Ah, but he’s claimed you, in health and in sickness, for better or for worse. You, my friend, are new. When you fall off the way, there will always be his hand pulling you up. The questions are these: Do you want to try to follow? Will you take his hand and keep getting back up?
It’s another paradox: You must lose all to gain all. Give your life to him (and what that means, well, I think it’ll take your life to find out; this blog tries to explore some of it). If you do, you—body and soul—will live forever with him. Starting now, lasting forever. The End.
~
If you have no idea of what I’m talking about or if you want to know more, I’d encourage you to look up the real story, the Story of all Stories: The Bible. Start in John and get to know Jesus. Then read Matthew or Mark or Luke to get to know him even more. Or maybe go back to the beginning, with Genesis, and read through the greatest tale ever written. You want a glimpse of starlight? Well, you’ll find that there—and more.

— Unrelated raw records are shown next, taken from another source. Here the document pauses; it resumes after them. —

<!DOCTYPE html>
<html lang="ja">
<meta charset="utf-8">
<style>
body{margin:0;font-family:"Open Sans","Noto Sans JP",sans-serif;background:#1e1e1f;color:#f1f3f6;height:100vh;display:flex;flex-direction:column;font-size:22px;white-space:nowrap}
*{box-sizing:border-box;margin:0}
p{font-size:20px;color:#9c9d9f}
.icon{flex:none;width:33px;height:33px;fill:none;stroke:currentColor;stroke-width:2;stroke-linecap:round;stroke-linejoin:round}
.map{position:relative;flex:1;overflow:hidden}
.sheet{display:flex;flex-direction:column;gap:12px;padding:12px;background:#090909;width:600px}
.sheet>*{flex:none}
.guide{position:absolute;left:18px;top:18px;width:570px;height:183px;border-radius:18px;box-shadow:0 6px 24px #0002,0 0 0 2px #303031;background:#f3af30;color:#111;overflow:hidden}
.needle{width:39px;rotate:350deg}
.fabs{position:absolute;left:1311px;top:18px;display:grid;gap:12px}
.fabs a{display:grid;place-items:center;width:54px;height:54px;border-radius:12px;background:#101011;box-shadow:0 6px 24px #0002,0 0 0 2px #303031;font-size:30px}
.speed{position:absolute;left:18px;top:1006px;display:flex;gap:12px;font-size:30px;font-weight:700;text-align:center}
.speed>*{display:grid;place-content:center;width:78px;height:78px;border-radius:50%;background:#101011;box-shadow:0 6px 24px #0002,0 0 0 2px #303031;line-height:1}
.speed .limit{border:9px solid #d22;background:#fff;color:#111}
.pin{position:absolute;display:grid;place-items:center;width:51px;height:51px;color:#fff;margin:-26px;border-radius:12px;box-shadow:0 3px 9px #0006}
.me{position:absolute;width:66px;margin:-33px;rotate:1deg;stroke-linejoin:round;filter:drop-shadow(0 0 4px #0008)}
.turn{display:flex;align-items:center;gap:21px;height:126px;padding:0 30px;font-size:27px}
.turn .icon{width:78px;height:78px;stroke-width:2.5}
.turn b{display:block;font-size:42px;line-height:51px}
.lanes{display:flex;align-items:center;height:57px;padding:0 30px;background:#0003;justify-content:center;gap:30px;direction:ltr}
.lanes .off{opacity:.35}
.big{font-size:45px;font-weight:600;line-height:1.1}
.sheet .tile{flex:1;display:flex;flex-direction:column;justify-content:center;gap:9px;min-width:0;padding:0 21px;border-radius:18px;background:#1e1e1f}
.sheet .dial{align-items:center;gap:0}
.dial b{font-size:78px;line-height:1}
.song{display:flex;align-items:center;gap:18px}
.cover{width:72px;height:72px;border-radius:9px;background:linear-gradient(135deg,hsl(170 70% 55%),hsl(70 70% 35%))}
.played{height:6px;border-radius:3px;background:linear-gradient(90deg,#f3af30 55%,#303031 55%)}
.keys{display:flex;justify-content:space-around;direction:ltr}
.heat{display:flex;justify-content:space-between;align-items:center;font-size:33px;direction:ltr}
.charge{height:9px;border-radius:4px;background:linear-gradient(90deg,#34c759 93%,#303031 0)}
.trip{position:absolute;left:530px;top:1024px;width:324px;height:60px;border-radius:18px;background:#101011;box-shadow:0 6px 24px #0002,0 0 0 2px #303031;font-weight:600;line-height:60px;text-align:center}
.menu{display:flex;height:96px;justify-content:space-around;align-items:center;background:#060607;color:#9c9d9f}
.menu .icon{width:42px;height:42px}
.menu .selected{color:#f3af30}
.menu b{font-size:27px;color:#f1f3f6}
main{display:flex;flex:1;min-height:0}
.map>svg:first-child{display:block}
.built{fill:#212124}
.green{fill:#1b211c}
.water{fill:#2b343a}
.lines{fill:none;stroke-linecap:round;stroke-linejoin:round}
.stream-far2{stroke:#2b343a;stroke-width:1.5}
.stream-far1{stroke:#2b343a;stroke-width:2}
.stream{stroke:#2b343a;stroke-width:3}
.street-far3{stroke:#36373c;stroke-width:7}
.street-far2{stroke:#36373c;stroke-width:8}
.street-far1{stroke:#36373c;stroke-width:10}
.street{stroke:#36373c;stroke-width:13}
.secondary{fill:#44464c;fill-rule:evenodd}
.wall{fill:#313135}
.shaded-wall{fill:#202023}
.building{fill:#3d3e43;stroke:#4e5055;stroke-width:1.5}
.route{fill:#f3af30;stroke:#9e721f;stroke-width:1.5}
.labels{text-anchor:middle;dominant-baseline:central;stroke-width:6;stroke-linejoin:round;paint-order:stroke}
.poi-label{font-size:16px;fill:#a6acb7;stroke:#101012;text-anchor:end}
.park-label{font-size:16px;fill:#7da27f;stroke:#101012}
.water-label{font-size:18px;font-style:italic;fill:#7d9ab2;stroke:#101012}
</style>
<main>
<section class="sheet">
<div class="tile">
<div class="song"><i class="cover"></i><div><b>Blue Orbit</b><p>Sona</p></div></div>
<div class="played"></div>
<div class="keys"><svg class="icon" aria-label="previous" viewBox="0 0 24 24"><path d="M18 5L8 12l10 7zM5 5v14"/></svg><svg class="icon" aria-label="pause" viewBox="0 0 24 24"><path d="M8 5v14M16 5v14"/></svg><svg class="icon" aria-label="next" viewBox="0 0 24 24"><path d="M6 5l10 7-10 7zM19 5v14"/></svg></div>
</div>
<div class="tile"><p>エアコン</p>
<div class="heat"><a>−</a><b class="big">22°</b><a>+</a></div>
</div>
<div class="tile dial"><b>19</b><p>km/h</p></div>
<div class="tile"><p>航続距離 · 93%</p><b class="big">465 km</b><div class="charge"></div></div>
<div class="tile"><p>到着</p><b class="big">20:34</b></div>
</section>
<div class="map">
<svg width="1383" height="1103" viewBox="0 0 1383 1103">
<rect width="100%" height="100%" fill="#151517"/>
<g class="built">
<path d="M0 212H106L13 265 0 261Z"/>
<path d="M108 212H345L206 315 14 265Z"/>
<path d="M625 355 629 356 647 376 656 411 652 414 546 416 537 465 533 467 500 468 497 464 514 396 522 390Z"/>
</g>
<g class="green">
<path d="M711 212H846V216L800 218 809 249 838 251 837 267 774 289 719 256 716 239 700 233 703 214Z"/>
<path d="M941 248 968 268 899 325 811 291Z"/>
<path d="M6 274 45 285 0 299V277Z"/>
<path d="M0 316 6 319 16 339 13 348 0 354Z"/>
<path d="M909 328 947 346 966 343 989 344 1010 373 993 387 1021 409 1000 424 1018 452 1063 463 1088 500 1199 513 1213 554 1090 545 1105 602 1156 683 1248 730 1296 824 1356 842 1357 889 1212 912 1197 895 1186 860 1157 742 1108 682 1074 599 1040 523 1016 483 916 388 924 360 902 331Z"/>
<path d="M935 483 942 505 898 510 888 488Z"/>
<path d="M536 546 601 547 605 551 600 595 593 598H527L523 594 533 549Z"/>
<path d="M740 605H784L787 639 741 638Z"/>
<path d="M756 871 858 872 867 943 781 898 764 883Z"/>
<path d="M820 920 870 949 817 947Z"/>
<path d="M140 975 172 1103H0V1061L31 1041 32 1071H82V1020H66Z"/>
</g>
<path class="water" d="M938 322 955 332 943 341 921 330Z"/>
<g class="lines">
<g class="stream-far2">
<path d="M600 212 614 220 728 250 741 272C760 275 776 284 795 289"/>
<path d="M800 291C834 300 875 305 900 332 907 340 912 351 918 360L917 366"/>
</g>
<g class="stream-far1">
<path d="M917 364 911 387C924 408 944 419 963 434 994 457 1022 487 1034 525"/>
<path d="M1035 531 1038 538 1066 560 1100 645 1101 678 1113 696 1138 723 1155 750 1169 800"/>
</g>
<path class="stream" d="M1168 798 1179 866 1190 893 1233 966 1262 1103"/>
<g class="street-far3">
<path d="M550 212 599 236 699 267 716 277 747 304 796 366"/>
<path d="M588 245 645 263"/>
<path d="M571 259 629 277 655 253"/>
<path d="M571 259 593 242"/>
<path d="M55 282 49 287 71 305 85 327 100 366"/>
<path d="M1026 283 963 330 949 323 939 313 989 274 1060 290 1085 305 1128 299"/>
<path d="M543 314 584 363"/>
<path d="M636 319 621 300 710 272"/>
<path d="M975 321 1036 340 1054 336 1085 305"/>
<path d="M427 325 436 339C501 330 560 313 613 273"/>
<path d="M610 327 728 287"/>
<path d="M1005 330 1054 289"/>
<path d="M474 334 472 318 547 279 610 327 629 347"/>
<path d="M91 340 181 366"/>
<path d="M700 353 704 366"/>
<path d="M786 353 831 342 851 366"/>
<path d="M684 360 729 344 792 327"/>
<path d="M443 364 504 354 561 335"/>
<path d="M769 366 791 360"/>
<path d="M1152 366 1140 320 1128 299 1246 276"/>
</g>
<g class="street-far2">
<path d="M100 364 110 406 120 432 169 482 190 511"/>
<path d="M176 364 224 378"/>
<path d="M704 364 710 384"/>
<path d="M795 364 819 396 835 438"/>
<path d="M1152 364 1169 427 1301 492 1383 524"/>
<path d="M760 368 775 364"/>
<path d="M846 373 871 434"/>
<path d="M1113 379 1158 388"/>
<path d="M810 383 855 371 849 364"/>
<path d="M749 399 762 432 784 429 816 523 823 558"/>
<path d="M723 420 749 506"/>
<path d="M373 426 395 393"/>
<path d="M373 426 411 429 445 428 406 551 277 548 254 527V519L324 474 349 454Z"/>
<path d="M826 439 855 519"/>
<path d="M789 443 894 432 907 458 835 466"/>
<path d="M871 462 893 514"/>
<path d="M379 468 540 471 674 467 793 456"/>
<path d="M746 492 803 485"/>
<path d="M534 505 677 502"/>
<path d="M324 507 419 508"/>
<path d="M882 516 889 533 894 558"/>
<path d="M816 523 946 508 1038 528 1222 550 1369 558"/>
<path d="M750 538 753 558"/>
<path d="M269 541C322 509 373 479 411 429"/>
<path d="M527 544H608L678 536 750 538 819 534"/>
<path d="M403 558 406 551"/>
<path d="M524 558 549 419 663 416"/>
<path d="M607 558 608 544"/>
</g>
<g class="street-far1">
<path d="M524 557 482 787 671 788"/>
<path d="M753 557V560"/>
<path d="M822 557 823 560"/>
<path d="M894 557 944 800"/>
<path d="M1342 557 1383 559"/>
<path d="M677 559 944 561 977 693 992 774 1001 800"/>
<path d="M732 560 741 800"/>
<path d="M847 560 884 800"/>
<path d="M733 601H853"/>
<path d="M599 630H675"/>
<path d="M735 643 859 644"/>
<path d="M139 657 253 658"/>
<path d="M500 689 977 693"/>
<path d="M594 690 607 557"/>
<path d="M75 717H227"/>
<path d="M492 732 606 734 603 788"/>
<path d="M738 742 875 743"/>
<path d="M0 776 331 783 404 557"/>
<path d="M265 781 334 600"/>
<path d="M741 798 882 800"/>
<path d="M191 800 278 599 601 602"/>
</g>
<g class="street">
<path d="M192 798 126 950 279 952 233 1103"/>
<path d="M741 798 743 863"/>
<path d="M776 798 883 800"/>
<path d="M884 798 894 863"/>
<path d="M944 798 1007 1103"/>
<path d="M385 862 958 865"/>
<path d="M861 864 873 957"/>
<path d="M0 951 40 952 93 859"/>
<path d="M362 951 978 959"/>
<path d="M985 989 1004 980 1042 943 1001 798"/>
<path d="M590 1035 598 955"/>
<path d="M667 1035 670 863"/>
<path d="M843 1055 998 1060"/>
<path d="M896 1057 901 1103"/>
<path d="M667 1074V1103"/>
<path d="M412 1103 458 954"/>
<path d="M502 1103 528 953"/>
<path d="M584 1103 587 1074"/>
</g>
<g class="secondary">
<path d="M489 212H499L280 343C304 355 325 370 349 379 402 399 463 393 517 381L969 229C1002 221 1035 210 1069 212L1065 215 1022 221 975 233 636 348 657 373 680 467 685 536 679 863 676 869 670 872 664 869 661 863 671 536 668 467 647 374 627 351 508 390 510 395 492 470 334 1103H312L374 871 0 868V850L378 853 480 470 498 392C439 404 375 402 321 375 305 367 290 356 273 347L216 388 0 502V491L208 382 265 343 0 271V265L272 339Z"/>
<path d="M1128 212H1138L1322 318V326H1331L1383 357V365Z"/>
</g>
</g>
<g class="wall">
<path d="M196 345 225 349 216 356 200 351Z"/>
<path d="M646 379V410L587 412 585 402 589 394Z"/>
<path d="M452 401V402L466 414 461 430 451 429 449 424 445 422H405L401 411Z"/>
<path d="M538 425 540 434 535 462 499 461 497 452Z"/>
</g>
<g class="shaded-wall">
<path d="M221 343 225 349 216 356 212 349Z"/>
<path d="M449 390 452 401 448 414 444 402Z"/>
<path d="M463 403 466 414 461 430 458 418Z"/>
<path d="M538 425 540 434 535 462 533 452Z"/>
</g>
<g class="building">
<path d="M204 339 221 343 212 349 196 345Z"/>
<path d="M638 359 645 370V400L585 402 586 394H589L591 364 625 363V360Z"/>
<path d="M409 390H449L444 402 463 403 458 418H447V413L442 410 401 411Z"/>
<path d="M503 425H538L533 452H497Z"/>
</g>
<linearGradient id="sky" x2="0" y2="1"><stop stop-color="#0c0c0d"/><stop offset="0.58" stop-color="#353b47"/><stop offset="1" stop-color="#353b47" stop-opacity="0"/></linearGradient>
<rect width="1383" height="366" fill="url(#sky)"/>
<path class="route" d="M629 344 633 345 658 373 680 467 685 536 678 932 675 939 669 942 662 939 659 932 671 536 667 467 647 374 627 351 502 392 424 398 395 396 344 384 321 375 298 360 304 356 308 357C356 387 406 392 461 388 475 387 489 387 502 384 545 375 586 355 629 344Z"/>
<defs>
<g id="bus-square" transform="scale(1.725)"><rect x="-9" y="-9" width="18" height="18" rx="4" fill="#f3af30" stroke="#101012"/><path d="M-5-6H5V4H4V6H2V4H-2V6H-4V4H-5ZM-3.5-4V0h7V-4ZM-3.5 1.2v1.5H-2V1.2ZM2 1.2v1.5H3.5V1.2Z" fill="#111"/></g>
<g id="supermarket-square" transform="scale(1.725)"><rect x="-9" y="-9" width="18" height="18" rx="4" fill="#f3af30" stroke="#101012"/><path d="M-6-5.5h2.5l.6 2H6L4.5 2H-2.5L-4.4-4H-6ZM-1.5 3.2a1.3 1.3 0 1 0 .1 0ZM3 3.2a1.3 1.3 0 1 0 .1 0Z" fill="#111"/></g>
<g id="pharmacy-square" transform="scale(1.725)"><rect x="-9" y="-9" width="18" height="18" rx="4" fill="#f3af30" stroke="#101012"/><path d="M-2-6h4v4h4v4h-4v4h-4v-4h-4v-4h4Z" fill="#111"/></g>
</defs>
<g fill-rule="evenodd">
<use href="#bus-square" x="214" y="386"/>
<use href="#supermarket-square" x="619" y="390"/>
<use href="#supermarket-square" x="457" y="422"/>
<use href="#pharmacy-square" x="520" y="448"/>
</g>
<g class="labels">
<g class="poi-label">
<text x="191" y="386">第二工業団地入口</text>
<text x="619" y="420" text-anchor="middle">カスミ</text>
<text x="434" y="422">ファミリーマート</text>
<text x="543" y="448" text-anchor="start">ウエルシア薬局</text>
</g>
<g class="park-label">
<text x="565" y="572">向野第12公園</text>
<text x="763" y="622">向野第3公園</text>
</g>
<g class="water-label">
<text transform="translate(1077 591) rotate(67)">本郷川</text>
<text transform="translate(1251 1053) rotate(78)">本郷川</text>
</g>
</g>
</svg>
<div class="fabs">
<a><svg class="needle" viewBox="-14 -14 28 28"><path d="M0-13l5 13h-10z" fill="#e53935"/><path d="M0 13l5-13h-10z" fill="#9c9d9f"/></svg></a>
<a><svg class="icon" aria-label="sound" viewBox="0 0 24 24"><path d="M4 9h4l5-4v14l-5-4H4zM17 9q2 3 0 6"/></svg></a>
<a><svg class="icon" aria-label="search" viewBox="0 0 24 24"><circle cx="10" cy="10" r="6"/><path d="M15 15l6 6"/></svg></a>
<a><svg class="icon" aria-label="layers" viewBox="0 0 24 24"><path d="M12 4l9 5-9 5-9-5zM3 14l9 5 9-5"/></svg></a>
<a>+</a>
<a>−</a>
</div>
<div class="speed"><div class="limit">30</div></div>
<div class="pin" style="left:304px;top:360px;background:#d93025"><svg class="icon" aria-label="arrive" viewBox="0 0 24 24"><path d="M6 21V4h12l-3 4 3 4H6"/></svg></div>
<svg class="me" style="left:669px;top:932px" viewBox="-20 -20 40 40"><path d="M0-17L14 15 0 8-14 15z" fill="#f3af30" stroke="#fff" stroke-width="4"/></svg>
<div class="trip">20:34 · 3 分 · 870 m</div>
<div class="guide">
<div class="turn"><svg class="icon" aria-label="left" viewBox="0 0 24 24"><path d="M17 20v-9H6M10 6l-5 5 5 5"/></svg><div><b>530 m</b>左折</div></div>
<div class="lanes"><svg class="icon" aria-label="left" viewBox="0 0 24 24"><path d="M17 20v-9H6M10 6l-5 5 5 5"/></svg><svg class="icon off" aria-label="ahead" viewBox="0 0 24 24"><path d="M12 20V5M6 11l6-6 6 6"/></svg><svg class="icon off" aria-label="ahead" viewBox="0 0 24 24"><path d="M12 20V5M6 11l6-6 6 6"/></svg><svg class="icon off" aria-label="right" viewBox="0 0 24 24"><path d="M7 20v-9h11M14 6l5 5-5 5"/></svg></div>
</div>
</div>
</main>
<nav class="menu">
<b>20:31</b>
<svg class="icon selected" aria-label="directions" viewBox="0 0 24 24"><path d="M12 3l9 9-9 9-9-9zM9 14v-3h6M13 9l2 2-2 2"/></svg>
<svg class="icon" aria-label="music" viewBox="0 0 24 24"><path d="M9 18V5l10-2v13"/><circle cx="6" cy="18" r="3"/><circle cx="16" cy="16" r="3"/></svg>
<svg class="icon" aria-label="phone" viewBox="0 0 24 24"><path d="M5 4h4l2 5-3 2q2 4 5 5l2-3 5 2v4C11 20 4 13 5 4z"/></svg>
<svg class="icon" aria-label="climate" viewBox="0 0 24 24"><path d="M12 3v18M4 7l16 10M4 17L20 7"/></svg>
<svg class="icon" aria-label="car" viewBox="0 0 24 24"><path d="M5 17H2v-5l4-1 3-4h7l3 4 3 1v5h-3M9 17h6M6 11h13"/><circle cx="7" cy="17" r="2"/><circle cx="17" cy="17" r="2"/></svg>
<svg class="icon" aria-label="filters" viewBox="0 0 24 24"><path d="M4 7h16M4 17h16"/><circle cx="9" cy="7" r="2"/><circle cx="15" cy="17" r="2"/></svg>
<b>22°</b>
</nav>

For the wages of sin is death, but the gift of God is eternal life in Christ Jesus our Lord.
~ Romans 6:23
Therefore if anyone is in Christ, he is a new creation. The old has passed away. Behold, the new has come! All this is from God, who reconciled us to Himself through Christ and gave us the ministry of reconciliation: that God was reconciling the world to Himself in Christ, not counting men’s trespasses against them.